Parmi les motivations des journalistes, on trouve souvent ‘sauver le monde’, généralement un peu avant ‘voir ma byline partout’. Tout en bas de la liste, on doit trouver ‘pour gagner beaucoup d’argent’. Ca ne serait pas incongru que les producteurs de contenus non-professionnels (le mot précis pour journalistes-citoyens) pensent la même chose.

Il semble que les internautes ne sont prêts à accorder du temps et des efforts à créer du contenu que s’ils ont espoir de voir leur prose largement diffusée. En Pologne par exemple, les sites de journalisme citoyen les plus importants, MM Moje Miasto (ma ville) et Wiadomosci24, appartiennent aux deux plus gros groupes du pays, Mecom et Polskapresse. Ils utilisent largement les synergies entre pro et amateur, entre le média de masse et le média spécialisé. Polskapresse a ainsi fait la pub de son site en pleine page dans les journaux du groupe, tout en promettant aux contributeurs un espace dans l’édition papier.

Même les pure-players semblent suivre cette voie. Malgré ses fonds de $10m, Now Public n’est pas pressé de rémunérer ses contributeurs. Un débat organisé sur le site a été superbement ignoré par la communauté. Seuls 8 membres y ont pris part, sur plusieurs milliers. Leur contrat avec Associated Press semble être leur principale force.

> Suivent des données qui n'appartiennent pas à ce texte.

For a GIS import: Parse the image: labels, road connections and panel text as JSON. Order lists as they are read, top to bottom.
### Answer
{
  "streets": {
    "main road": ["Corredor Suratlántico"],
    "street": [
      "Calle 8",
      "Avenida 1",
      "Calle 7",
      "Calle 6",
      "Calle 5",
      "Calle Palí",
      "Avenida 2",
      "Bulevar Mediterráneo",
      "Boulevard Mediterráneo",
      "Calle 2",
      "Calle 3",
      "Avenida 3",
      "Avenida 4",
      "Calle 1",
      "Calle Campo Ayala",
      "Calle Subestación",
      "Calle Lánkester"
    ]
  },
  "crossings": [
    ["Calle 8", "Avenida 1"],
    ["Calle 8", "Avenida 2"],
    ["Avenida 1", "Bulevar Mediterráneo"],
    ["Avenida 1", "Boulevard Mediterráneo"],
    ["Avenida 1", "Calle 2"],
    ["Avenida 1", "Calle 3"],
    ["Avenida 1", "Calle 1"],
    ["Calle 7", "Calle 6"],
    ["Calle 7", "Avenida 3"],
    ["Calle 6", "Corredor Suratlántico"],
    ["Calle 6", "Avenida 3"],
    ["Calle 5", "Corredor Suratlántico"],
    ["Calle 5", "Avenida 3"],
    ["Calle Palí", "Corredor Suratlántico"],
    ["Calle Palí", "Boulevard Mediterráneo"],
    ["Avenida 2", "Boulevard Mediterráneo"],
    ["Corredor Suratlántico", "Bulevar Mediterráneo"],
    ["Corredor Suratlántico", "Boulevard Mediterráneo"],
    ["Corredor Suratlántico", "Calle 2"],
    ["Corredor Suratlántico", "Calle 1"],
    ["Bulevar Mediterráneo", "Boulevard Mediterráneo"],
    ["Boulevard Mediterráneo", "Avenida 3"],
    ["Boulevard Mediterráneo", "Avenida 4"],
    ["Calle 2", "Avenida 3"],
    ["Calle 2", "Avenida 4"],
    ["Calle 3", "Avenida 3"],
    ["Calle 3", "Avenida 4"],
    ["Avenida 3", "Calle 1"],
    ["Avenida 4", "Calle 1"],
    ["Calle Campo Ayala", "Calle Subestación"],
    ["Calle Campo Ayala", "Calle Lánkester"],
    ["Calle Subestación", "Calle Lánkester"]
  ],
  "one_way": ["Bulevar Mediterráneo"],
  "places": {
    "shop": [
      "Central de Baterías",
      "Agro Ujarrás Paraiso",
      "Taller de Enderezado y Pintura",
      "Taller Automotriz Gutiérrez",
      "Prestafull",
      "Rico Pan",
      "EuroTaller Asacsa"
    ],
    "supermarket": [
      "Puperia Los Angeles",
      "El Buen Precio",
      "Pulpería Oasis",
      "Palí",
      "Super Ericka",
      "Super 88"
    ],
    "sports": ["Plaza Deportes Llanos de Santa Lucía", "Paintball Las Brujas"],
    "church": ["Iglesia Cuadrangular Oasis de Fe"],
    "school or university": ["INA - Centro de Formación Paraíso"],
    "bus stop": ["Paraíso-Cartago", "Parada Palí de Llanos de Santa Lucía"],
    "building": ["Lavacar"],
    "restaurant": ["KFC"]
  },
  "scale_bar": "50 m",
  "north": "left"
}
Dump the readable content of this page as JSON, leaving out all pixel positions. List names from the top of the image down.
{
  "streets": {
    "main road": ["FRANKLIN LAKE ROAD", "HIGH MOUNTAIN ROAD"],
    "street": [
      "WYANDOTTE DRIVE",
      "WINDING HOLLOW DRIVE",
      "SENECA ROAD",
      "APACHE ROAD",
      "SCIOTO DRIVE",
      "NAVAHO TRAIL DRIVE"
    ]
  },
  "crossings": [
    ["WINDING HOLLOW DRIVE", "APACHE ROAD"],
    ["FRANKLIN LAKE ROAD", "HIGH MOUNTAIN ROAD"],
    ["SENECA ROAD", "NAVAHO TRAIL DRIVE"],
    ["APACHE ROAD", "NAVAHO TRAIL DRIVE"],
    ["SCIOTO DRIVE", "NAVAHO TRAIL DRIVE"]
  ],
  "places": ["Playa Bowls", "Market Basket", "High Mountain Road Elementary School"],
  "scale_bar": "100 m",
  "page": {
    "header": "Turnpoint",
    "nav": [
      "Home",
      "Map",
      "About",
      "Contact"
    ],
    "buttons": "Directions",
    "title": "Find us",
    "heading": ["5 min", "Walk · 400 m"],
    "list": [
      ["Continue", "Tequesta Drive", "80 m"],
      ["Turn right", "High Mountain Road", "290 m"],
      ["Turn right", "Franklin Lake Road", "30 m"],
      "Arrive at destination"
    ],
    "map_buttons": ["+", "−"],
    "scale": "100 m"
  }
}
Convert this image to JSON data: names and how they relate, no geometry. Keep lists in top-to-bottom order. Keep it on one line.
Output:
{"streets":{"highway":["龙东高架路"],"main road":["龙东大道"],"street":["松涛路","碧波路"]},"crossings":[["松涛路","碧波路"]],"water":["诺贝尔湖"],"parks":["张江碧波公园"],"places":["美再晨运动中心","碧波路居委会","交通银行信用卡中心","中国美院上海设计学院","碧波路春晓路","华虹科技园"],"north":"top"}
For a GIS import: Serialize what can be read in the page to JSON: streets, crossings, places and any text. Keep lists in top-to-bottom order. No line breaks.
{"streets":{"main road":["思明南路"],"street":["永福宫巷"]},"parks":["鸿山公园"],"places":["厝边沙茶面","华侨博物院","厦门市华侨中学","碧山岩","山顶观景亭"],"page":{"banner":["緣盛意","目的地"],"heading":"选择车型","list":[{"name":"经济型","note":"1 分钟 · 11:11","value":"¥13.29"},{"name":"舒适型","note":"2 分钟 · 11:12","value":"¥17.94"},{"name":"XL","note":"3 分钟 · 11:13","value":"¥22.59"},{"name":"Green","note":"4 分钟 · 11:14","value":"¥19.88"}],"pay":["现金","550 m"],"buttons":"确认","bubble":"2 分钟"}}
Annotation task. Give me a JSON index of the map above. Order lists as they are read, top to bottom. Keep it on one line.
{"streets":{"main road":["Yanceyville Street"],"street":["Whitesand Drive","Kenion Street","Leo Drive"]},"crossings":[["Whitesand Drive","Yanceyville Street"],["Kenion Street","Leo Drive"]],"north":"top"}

Quand il s’agit de monétisation, la meilleure option reste l’open-pricing. Le don moyen tourne autour de $4. Avec un système de rémunération à la quantité ou au sensationnalisme, les contributeurs sont incités à penser en termes de pages vues. L’open-pricing donne au journaliste la possibilité de se concentrer sur la fidélisation et la satisfaction de ses lecteurs, avec une vision à long-terme.

Les contributions amateurs n’ont de la valeur pour l’éditeur que si elles présentent un avantage sur la masse. Les sites d’opinions citoyennes, style Agoravox, se retrouvent avec un réseau social de news junkies plutôt qu’un réservoir à scoops. Pour dénicher les contributions à plus forte valeur, la BBC invite les internautes les plus proches de l’action à participer aux articles.